◆ **Directions**: Only the lines with the string "rendered" are needed; return each of them from the entries below.

◆ **Data to examine**:
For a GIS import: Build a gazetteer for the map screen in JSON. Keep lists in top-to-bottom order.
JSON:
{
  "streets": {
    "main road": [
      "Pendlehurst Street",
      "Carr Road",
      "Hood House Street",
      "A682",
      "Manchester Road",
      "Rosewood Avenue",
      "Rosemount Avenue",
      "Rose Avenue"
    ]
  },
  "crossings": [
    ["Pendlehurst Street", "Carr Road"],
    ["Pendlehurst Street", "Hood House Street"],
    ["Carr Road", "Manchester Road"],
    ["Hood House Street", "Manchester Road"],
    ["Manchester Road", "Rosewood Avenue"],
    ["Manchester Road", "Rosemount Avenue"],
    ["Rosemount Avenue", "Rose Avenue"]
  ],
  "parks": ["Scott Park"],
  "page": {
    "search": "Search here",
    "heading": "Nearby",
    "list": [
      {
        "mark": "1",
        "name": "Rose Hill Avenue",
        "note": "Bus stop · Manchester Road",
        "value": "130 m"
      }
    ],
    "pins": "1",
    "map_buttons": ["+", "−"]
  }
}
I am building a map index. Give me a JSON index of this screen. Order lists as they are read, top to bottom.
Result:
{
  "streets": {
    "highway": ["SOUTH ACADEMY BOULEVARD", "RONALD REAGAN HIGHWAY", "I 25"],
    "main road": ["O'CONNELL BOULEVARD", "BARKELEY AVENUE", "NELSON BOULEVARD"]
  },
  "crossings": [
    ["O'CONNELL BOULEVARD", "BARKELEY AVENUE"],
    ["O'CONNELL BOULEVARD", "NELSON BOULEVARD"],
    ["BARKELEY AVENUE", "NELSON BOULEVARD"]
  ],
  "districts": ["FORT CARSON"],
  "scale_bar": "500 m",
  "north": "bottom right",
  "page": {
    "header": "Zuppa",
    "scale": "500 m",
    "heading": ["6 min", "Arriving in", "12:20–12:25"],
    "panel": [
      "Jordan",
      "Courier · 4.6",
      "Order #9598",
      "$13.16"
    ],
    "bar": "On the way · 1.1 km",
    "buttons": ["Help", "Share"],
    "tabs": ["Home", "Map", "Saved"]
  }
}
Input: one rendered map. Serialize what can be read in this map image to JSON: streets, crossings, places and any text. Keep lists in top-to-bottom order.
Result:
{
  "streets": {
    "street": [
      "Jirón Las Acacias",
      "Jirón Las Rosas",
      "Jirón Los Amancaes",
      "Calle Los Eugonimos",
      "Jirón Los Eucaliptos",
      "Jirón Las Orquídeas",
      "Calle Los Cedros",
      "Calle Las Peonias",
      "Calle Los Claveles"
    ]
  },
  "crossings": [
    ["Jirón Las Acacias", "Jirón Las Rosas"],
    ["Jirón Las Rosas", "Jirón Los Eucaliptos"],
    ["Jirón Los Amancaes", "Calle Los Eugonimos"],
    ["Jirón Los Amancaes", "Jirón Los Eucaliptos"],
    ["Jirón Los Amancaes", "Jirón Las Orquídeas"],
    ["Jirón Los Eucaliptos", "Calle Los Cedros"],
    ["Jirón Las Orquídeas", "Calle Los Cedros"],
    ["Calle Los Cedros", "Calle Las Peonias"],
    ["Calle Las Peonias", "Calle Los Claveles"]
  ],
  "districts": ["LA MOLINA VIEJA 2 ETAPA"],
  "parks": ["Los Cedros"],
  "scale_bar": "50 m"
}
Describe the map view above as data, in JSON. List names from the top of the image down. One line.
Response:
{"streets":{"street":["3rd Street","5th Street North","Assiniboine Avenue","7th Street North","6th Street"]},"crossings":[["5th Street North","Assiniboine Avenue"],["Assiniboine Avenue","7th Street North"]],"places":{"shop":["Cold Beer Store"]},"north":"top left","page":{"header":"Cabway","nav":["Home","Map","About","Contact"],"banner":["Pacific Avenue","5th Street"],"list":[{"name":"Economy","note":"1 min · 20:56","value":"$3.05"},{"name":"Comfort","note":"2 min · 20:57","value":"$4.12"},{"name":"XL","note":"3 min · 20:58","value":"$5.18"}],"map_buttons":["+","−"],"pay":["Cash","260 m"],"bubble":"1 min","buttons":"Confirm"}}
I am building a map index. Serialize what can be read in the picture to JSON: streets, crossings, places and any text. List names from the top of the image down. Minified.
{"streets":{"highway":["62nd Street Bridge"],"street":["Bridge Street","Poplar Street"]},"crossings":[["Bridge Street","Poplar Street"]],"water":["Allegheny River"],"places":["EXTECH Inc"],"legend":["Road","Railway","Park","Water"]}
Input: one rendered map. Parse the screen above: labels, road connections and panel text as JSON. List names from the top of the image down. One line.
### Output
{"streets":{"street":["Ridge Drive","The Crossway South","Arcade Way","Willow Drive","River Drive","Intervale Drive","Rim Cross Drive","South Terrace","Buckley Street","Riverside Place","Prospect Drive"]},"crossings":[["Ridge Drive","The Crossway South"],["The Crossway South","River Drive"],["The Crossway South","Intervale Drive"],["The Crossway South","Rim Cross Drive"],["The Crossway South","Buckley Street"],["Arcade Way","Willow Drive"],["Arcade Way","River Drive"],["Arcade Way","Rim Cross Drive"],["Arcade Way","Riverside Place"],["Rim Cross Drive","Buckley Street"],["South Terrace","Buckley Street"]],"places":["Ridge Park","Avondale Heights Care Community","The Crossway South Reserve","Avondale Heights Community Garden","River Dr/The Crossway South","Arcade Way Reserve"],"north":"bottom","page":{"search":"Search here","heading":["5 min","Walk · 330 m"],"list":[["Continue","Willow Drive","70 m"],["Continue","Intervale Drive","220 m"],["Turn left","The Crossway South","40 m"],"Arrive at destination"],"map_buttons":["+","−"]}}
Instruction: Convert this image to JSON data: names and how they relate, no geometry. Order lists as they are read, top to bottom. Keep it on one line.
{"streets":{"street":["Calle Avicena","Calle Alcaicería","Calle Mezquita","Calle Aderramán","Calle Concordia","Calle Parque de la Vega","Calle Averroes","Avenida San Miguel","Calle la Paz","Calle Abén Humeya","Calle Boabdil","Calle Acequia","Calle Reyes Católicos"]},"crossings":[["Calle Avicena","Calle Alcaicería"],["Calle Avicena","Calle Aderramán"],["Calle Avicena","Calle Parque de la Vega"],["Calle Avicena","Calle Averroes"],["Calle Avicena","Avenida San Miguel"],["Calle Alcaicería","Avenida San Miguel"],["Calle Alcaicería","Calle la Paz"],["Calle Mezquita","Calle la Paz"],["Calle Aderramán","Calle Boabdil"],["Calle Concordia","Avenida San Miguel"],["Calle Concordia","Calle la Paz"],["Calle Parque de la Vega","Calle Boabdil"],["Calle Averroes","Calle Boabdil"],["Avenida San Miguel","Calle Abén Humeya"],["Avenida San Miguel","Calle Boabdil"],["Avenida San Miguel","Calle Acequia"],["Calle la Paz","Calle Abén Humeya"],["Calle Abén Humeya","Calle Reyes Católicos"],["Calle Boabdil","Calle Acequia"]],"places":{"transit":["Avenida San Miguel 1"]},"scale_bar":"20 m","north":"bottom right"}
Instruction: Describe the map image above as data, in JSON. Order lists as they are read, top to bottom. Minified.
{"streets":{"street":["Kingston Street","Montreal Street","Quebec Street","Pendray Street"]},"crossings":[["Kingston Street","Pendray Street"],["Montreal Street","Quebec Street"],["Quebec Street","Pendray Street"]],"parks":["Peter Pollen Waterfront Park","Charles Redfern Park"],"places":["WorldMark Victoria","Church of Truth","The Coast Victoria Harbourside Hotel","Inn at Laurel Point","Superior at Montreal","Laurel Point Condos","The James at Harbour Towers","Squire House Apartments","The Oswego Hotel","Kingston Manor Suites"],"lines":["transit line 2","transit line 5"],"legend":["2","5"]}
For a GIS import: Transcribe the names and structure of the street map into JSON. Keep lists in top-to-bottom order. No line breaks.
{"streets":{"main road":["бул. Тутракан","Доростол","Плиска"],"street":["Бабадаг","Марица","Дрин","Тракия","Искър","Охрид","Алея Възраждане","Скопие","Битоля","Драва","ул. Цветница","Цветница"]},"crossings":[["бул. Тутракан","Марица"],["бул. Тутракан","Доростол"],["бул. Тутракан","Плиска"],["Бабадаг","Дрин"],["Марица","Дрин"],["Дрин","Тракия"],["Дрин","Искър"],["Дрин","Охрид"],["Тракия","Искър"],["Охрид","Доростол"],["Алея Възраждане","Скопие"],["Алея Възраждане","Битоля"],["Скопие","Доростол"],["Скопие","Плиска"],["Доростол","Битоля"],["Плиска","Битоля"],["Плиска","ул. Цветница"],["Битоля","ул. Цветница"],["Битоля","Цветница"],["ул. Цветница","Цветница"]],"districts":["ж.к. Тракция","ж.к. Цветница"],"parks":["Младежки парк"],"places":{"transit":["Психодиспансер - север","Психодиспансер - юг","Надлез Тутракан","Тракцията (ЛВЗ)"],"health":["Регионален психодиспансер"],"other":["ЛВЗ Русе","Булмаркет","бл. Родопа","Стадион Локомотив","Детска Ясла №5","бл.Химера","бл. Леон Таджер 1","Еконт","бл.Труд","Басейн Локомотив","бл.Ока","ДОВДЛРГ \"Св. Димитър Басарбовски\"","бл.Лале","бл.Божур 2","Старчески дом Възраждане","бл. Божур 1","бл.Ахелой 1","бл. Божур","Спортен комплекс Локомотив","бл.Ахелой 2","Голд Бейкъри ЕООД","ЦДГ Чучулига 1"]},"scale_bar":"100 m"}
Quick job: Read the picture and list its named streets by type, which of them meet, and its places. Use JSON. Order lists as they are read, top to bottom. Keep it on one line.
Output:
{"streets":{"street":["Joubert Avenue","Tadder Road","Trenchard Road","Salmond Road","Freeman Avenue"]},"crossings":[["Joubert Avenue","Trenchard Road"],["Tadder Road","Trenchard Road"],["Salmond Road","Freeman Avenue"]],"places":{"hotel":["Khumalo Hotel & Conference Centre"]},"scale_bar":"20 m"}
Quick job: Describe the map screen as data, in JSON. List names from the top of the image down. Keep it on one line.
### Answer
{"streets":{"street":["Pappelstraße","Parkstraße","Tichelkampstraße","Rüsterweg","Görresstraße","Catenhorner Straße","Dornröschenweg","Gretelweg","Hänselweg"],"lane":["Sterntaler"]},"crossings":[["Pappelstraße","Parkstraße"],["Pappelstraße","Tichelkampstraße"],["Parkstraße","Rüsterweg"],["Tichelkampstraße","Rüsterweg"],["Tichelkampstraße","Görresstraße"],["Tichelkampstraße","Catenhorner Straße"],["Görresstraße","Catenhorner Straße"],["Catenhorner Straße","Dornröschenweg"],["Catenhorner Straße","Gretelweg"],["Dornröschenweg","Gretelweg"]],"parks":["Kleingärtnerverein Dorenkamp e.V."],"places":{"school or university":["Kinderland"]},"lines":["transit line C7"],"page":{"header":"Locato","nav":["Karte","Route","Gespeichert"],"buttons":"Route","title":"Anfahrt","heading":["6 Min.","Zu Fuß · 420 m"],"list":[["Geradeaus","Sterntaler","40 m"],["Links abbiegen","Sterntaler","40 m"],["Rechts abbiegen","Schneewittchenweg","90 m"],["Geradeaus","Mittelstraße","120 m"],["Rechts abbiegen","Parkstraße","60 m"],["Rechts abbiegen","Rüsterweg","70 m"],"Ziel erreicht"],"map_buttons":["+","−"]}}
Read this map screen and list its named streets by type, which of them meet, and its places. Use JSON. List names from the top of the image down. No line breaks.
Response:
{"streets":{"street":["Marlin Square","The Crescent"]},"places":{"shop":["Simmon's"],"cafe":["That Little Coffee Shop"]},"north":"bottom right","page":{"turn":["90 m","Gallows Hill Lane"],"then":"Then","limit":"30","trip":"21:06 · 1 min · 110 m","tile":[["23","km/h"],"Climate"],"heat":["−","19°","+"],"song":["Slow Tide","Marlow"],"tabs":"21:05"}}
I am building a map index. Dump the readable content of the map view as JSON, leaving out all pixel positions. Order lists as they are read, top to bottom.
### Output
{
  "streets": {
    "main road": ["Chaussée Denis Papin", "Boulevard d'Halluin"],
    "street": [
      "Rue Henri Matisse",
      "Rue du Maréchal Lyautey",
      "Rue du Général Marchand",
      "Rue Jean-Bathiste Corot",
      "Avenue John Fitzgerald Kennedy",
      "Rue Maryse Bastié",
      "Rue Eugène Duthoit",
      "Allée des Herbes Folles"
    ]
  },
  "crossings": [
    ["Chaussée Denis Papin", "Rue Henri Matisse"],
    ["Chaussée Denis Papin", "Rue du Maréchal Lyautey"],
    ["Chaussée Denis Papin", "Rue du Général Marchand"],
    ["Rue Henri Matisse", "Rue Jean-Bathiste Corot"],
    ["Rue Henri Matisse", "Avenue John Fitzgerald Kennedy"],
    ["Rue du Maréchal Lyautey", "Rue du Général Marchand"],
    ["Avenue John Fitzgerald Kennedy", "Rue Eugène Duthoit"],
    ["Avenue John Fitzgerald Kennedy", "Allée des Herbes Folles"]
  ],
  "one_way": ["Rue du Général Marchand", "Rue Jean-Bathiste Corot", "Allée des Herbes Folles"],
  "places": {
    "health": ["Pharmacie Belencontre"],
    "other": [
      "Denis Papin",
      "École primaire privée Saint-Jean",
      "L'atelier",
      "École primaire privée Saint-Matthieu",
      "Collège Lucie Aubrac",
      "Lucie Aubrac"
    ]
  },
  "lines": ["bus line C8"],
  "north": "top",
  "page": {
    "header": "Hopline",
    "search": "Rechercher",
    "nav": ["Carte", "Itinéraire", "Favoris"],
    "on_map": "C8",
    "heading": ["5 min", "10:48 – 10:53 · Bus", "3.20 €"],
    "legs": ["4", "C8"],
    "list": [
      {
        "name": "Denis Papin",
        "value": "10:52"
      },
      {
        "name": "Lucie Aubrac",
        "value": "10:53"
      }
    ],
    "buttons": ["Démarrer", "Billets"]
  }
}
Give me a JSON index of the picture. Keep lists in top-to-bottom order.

◆ **Finished exercise**:
Input: one rendered map. Serialize what can be read in this map image to JSON: streets, crossings, places and any text. Keep lists in top-to-bottom order.
Input: one rendered map. Parse the screen above: labels, road connections and panel text as JSON. List names from the top of the image down. One line.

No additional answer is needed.